Peut-on analyser la solvabilité sans connexion bancaire DSP2 ?

Oui, à condition de traiter les relevés de compte fournis en PDF avec le même niveau de structuration que ce qu'aurait renvoyé une agrégation. Cela suppose de reconstituer la liste des comptes, les IBAN et le détail des transactions avec leur montant et leur sens. C'est la voie qu'utilise Meelo pour les candidats qui ne connectent pas leurs comptes, ce qui représente une part significative des dossiers dans la plupart des parcours d'entrée en relation.

Quelle précision attendre sur l'extraction d'un relevé bancaire ?

Sur des relevés multi-comptes hétérogènes, un modèle générique non calibré identifie correctement les informations de compte dans une minorité de cas. Après paramétrage sur des documents réels, l'identification des comptes et le rattachement des transactions dépassent quatre-vingt-quinze pour cent, et la lecture du montant et du sens de l'opération dépasse quatre-vingt-dix-neuf pour cent. L'écart entre ces deux chiffres vient du fait que la structure du document est plus difficile à reconstituer que la valeur d'une ligne.

L'analyse documentaire permet-elle de détecter un faux justificatif ?

Deux lectures se complètent. La cohérence du contenu, obtenue à partir des champs extraits et confrontée aux autres pièces du dossier, qui repère un revenu déclaré incompatible avec les crédits d'un relevé ou une adresse qui varie d'une pièce à l'autre. Et l'analyse du fichier lui-même, qui examine les métadonnées du PDF, le logiciel de dernière modification, l'intégrité visuelle autour d'un montant ou d'une date, et la plausibilité métier des valeurs affichées. Une falsification soignée ne se voit pas à l'œil, elle se détecte par l'accumulation de signaux indépendants, chacun pondéré dans un score assorti de ses justifications.

Comment intégrer une brique d'extraction documentaire dans une plateforme existante ?

Par API. Le document est envoyé depuis le backend de la plateforme, le résultat revient en JSON structuré avec les champs demandés et un score de confiance par valeur, et l'utilisateur final ne voit jamais l'outil d'extraction. Les modèles d'extraction sont définis par l'éditeur qui intègre et lui restent propres. Un webhook permet d'être notifié de la fin du traitement plutôt que d'interroger l'API en boucle.

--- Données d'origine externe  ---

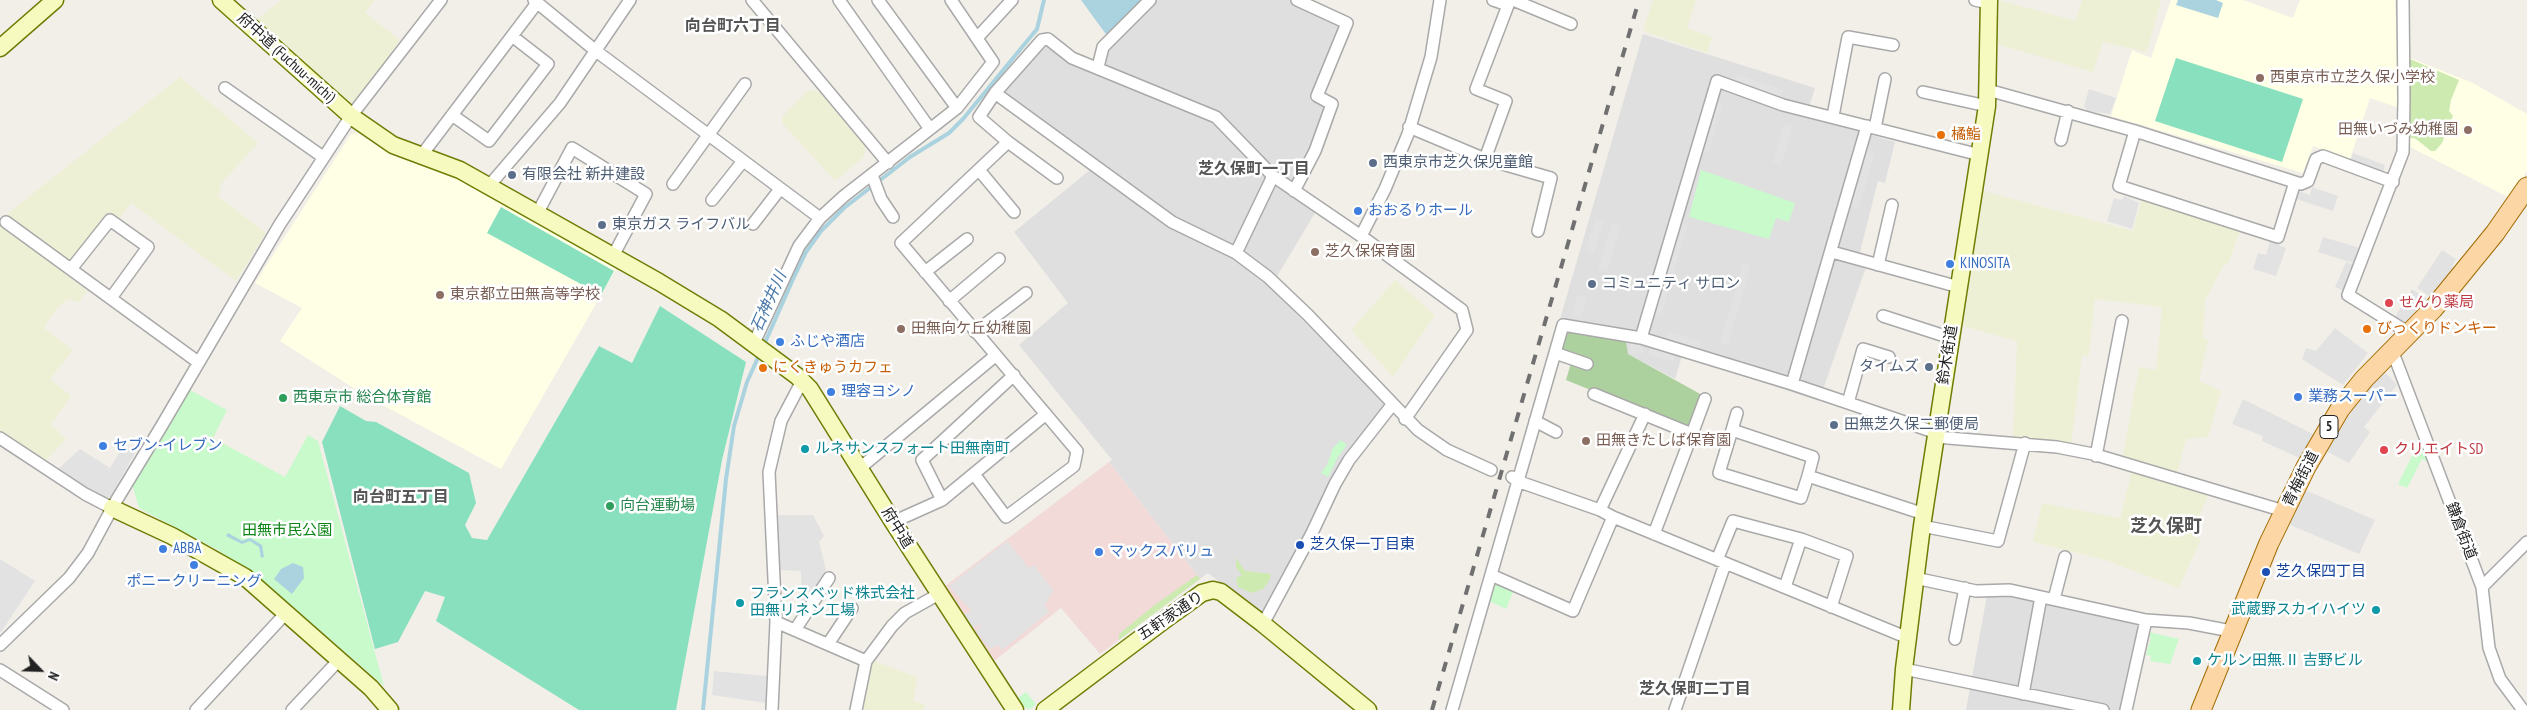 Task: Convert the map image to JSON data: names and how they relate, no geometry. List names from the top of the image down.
{
  "streets": {
    "main road": ["5", "青梅街道"],
    "street": [
      "府中道 (Fuchuu-michi)",
      "鈴木街道",
      "府中道",
      "鎌倉街道",
      "五軒家通り"
    ]
  },
  "crossings": [
    ["府中道 (Fuchuu-michi)", "府中道"],
    ["青梅街道", "鎌倉街道"]
  ],
  "districts": [
    "向台町六丁目",
    "芝久保町一丁目",
    "向台町五丁目",
    "芝久保町",
    "芝久保町二丁目"
  ],
  "water": ["石神井川"],
  "parks": ["田無市民公園"],
  "places": [
    "西東京市立芝久保小学校",
    "田無いづみ幼稚園",
    "橘鮨",
    "西東京市芝久保児童館",
    "有限会社 新井建設",
    "おおるりホール",
    "東京ガス ライフバル",
    "芝久保保育園",
    "KINOSITA",
    "コミュニティ サロン",
    "東京都立田無高等学校",
    "せんり薬局",
    "田無向ケ丘幼稚園",
    "びっくりドンキー",
    "ふじや酒店",
    "タイムズ",
    "にくきゅうカフェ",
    "理容ヨシノ",
    "業務スーパー",
    "西東京市 総合体育館",
    "田無芝久保二郵便局",
    "田無きたしば保育園",
    "セブン-イレブン",
    "ルネサンスフォート田無南町",
    "クリエイトSD",
    "向台運動場",
    "芝久保一丁目東",
    "ABBA",
    "マックスバリュ",
    "ポニークリーニング",
    "芝久保四丁目",
    "フランスベッド株式会社 田無リネン工場",
    "武蔵野スカイハイツ",
    "ケルン田無.Ⅱ 吉野ビル"
  ],
  "north": "bottom right"
}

Que deviennent les documents envoyés pour extraction ?

La durée de conservation est paramétrable par compte et peut être ramenée à quelques jours après traitement. Les échanges sont chiffrés en transit et les fichiers au repos, l'hébergement est situé en France, et aucune donnée client n'alimente l'entraînement de modèles tiers. Un compte peut par ailleurs être restreint à des moteurs européens ou auto-hébergés lorsque la politique de sécurité de l'entreprise l'exige.